Which is a really fucking ugly place. Trust me. I know, because I’ve been there. (Read my Forbes piece about overcoming Bipolar II) Thank goodness I got myself out.

Clearing my mind of Junk Food Consciousness (by clearing my body of junk food, coffe, and alcohol) felt like a clearing of the skies- it felt like fog and thunderclouds and storms lifting, and sunny, clear fresh sky entering.

In his book “The Ultra-Mind Solution” (in my opinion the best book ever written on the connection of nutrition and consciousness), Mark Hyman, M.D., writes:

“If you drink twelve cups of coffee a day, or eat half a pound of sugar a day (the amount consumed by the average American), or have an inflamed brain from eating gluten, it is very difficult to talk [via psychotherapy] or mediate your way out of suffering. I believe you must address the biological causes of the problems first, before psychotherapy can be effective. Fix your biology. Then get psychotherapy and do your soul work.”

Think about what Dr. Hyman is saying, for a moment. He’s saying that the *average* American, cannot even begin to do real personal growth work–in fact, cannot even derive benefit from psychotherapy–because of the amount of effectively-toxic junk they are putting into their system each day, which is fogging up and clouding up their minds and souls.


I am completely, passionately pro-democracy.
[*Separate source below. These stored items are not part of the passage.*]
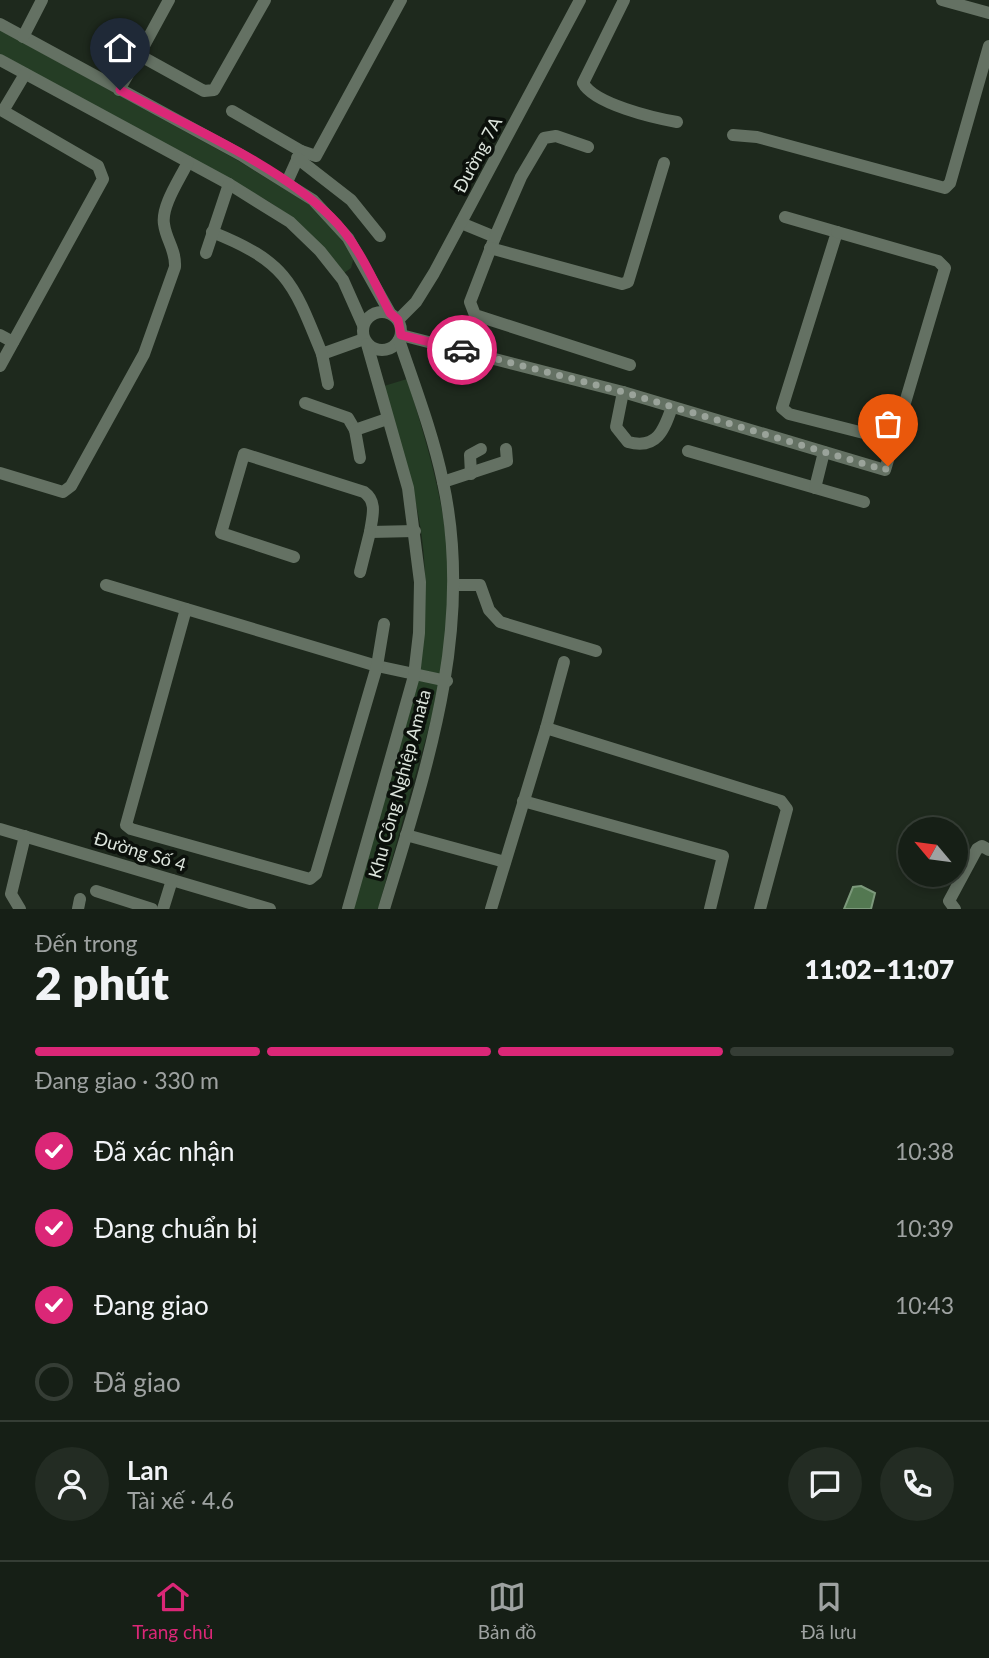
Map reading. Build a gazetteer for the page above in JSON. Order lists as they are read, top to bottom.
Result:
{
  "streets": {
    "street": ["Đường 7A", "Khu Công Nghiệp Amata", "Đường Số 4"]
  },
  "crossings": [
    ["Đường 7A", "Khu Công Nghiệp Amata"]
  ],
  "north": "top left",
  "page": {
    "heading": ["2 phút", "Đến trong", "11:02–11:07"],
    "panel": ["Lan", "Tài xế · 4.6"],
    "bar": "Đang giao · 330 m",
    "list": [
      ["Đã xác nhận", "10:38"],
      ["Đang chuẩn bị", "10:39"],
      ["Đang giao", "10:43"],
      "Đã giao"
    ],
    "tabs": ["Trang chủ", "Bản đồ", "Đã lưu"]
  }
}
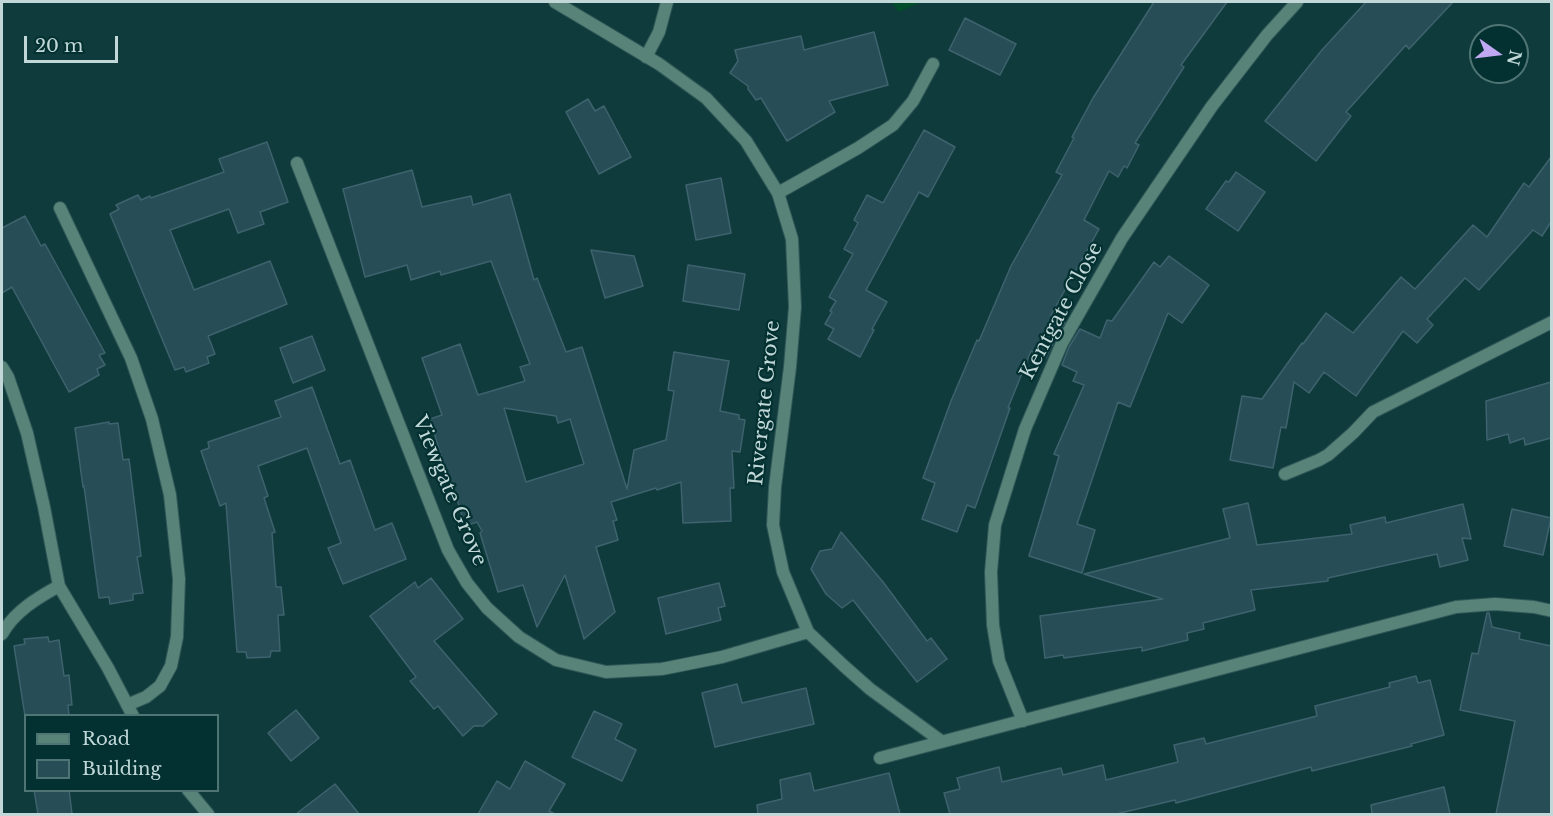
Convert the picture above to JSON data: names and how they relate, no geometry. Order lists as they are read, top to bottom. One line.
{"streets":{"street":["Kentgate Close","Rivergate Grove","Viewgate Grove"]},"crossings":[["Rivergate Grove","Viewgate Grove"]],"legend":["Road","Building"],"scale_bar":"20 m","north":"right"}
And I am against paternalistic Nanny-State laws like Bloomberg’s, which tell people, by government mandate, what they can and cannot put into their bodies.

But, times like these show the dark side of democracy and freedom. People are free to completely cloud up their consciousness, and sell the tools of clouding consciousness (32oz Pepsi bottles and so forth), and make ads promoting the clouding of consciousness, and stuff their kids’ faces and throats with cloudy-consciousness delivery mechanisms (i.e., candy, soda, Froot Loops, etc.)…

Make a point to read the whole thing and subscribe to get Michael’s updates. Here’s his piece about overcoming Bipolar II at Forbes, also worth reading.

I had a related exchange also on Facebook this morning with my friend Duane Lester, editor at Liberty News and regular contributor here at PJ Lifestyle, when he shared this image:

One aspect of eating better that isn’t mentioned enough: it doesn’t need to be either/or and there’s no rush to immediately abandon sugar and junk food. I’ll eat burgers and still consume more junk food than I should. But those cravings’ strength seems to diminish as my body drifts away from foods that don’t digest as well.

How about this for a rule of thumb: eat what you want, just be aware of the positives as well as the negatives. Is sugar’s energy burst worth the price we pay in unhappiness? Is that Taco Bell worth the 20 minutes spent in the bathroom the next morning?

And seriously: the homemade juice works.